OpenCode is an open-source AI coding agent that runs in your terminal and lets you analyze and refactor a Python project through conversational commands. In this guide, you’ll install it on your system, set it up with a free Google Gemini API key, and learn the basics of how to use it in your daily programming work.

Here’s what OpenCode’s main interface looks like:

OpenCode's Initial Screen
OpenCode's Initial Screen

OpenCode works as a conversational assistant you explicitly direct. Ask it to analyze functions, refactor code, or explain issues. Press Enter to send your query, and you’ll get a response with full awareness of your project context. It supports more than seventy-five AI providers, including Anthropic, OpenAI, and Google Gemini.

If you’re a Python developer who prefers working in the terminal, OpenCode offers deliberate, context-aware assistance and a customizable AGENTS.md configuration file.

Prerequisites

Before you start working with OpenCode, you’ll need to fulfill the following prerequisites regarding your current system and working environment:

  • Python 3.11 or higher for the sample project
  • A modern terminal emulator

You also need an AI provider account. In this guide, you’ll use Google AI Studio to get a free Gemini API key. The free Gemini tier lets you follow along without any additional costs. However, you can also use Anthropic, OpenAI, or GitHub Copilot if you already have subscriptions to those services.
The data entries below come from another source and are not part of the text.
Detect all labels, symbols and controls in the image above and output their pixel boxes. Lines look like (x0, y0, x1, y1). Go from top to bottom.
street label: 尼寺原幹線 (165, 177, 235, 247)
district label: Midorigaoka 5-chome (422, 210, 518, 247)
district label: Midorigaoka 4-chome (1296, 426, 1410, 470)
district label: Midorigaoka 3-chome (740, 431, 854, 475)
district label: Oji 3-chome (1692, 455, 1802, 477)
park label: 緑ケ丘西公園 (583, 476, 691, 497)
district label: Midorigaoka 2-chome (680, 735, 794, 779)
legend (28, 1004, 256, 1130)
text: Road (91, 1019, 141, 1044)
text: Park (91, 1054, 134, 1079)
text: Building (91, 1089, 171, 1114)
This guide uses a sample project consisting of a dice-rolling script. You’ll find the full source code in a collapsible block at the start of Step 2. The download below includes the starting script and the final refactored version so you can compare your work when you’re done:

You’ll also need some background knowledge of Python programming and basic experience with your operating system’s terminal or command line.

Step 1: Install and Set Up OpenCode

It’s time to install OpenCode and get it talking to a model. You’ll install the tool on your system, authenticate with Gemini using a free API key, configure a default model, and verify that OpenCode responds correctly to your Python questions before you start coding with it.
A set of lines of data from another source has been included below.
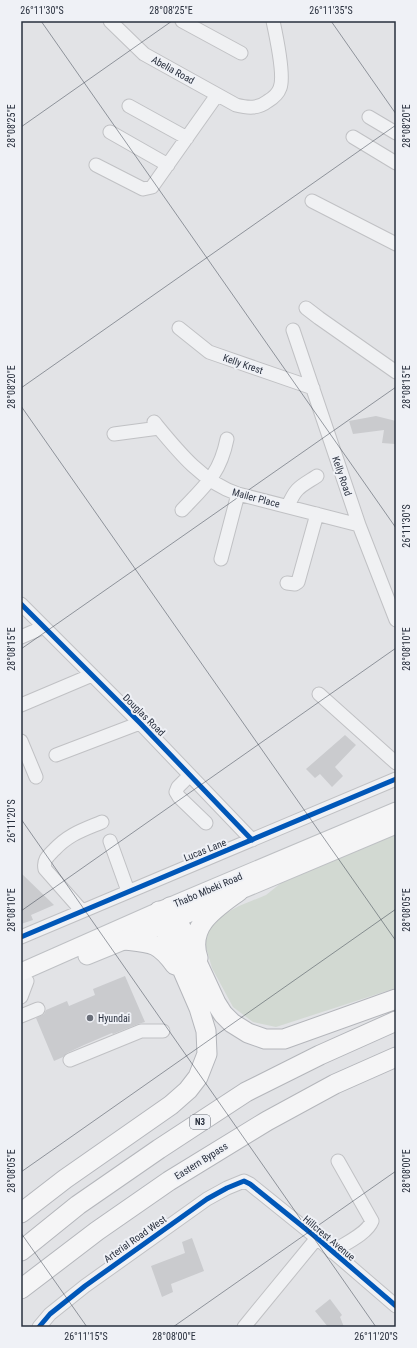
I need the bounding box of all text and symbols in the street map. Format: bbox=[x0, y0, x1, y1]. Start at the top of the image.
text: 26°11'30"S bbox=[20, 5, 64, 16]
text: 28°08'25"E bbox=[149, 5, 193, 16]
text: 26°11'35"S bbox=[309, 5, 353, 16]
street label: Abelia Road bbox=[150, 54, 196, 86]
text: 28°08'25"E bbox=[6, 104, 17, 148]
text: 28°08'20"E bbox=[401, 104, 412, 148]
street label: Kelly Krest bbox=[222, 352, 265, 376]
text: 28°08'20"E bbox=[6, 365, 17, 409]
text: 28°08'15"E bbox=[401, 365, 412, 409]
street label: Kelly Road bbox=[330, 455, 354, 497]
street label: Mailer Place bbox=[231, 486, 281, 510]
text: 26°11'30"S bbox=[401, 504, 412, 548]
text: 28°08'15"E bbox=[6, 627, 17, 671]
text: 28°08'10"E bbox=[401, 627, 412, 671]
street label: Douglas Road bbox=[121, 692, 167, 738]
text: 26°11'20"S bbox=[6, 799, 17, 843]
street label: Lucas Lane bbox=[182, 836, 228, 863]
street label: Thabo Mbeki Road bbox=[172, 871, 244, 909]
text: 28°08'10"E bbox=[6, 888, 17, 932]
text: 28°08'05"E bbox=[401, 888, 412, 932]
marker: Hyundai bbox=[85, 1013, 95, 1023]
place label: Hyundai bbox=[98, 1013, 130, 1024]
road number: N3 bbox=[190, 1115, 210, 1129]
street label: Eastern Bypass bbox=[172, 1140, 230, 1182]
text: 28°08'05"E bbox=[6, 1149, 17, 1193]
text: 28°08'00"E bbox=[401, 1149, 412, 1193]
street label: Arterial Road West bbox=[102, 1213, 168, 1265]
street label: Hillcrest Avenue bbox=[301, 1213, 357, 1263]
text: 26°11'15"S bbox=[64, 1331, 108, 1342]
text: 28°08'00"E bbox=[152, 1331, 196, 1342]
text: 26°11'20"S bbox=[354, 1331, 398, 1342]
Install and Launch OpenCode

The quickest way to install OpenCode is to use the official installation script, which you can do with the following command:

Language: Shell
$ curl -fsSL https://opencode.ai/install | bash

This script detects your platform, downloads the appropriate binary, installs the tool, and adds it to your PATH.
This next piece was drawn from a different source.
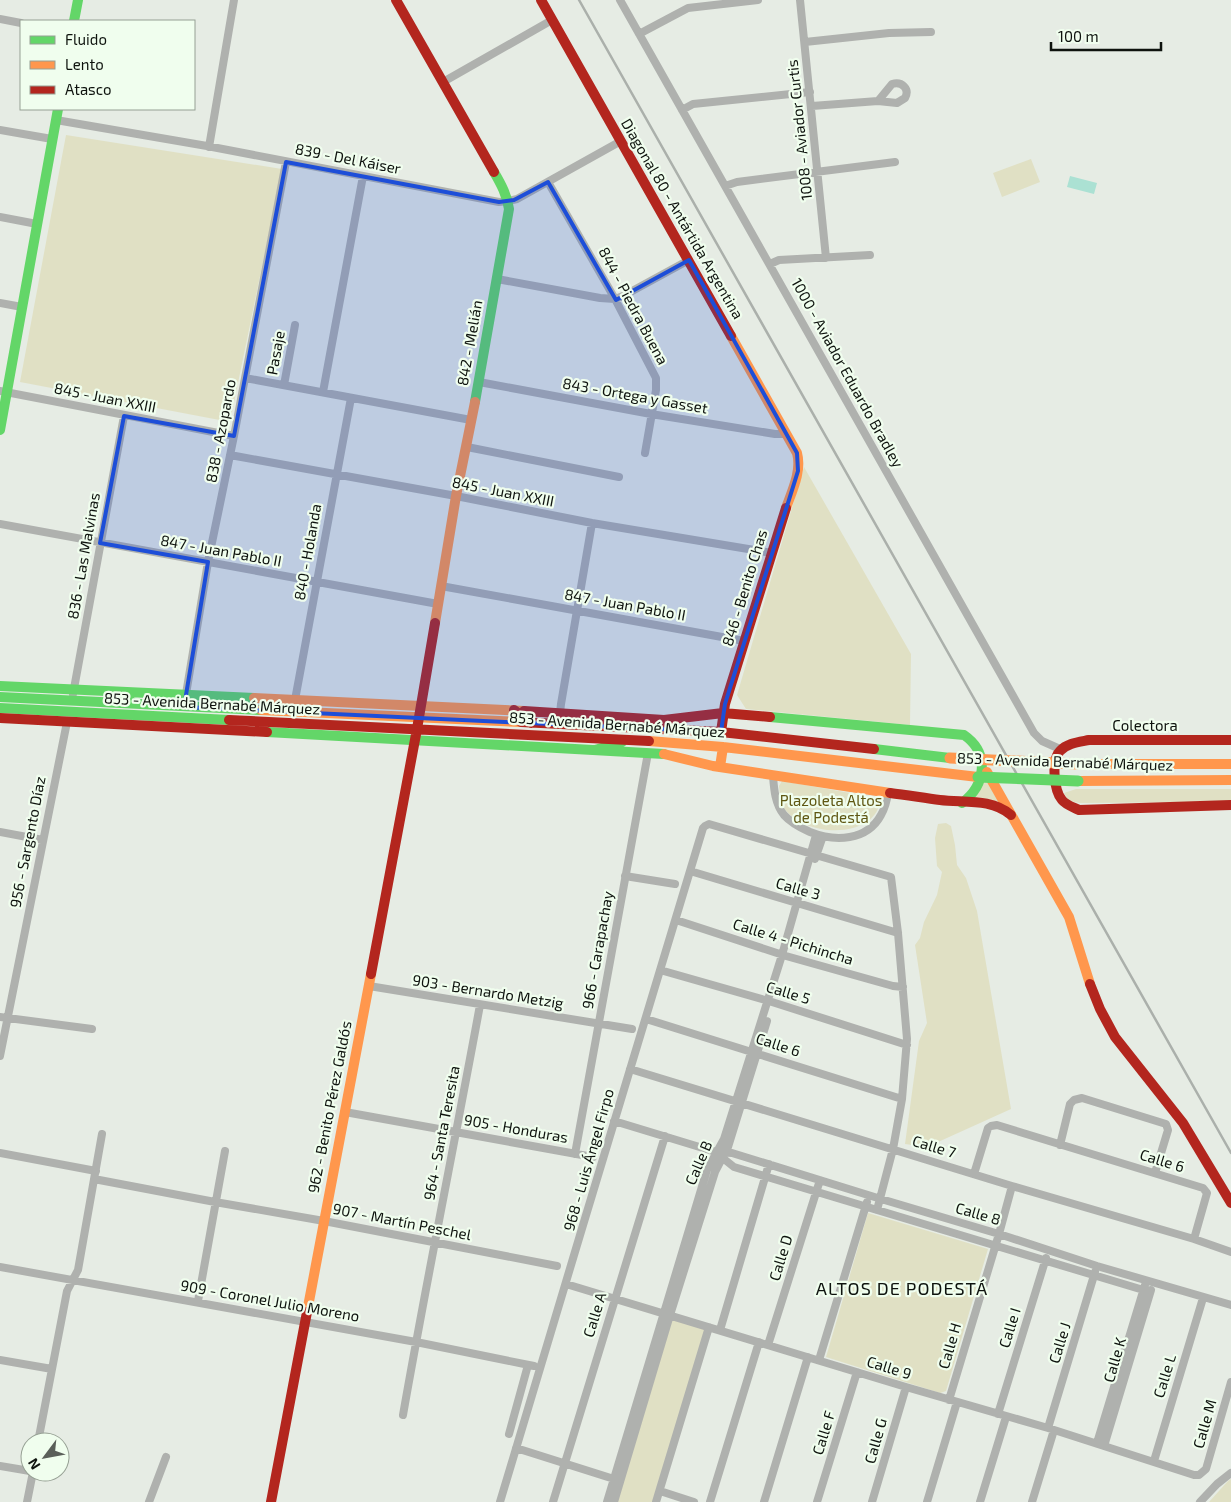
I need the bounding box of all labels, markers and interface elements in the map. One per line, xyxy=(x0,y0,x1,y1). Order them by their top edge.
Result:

If you prefer a package manager, you can also install OpenCode with Homebrew on macOS or Linux:

Language: Shell
$ brew install anomalyco/tap/opencode

Note that the Homebrew team maintains the official formula and updates it less frequently than the installation script above.

Alternatively, you can install it as a Node.js package using npm if you already have this tool on your system:

Language: Shell
$ npm install -g opencode-ai

If you’re on Windows, the best experience comes from using WSL (Windows Subsystem for Linux). Set up WSL first by following Microsoft’s WSL installation guide, then open a WSL terminal and run the curl command above. For optimal performance, you should store your project within the WSL filesystem rather than on a Windows drive.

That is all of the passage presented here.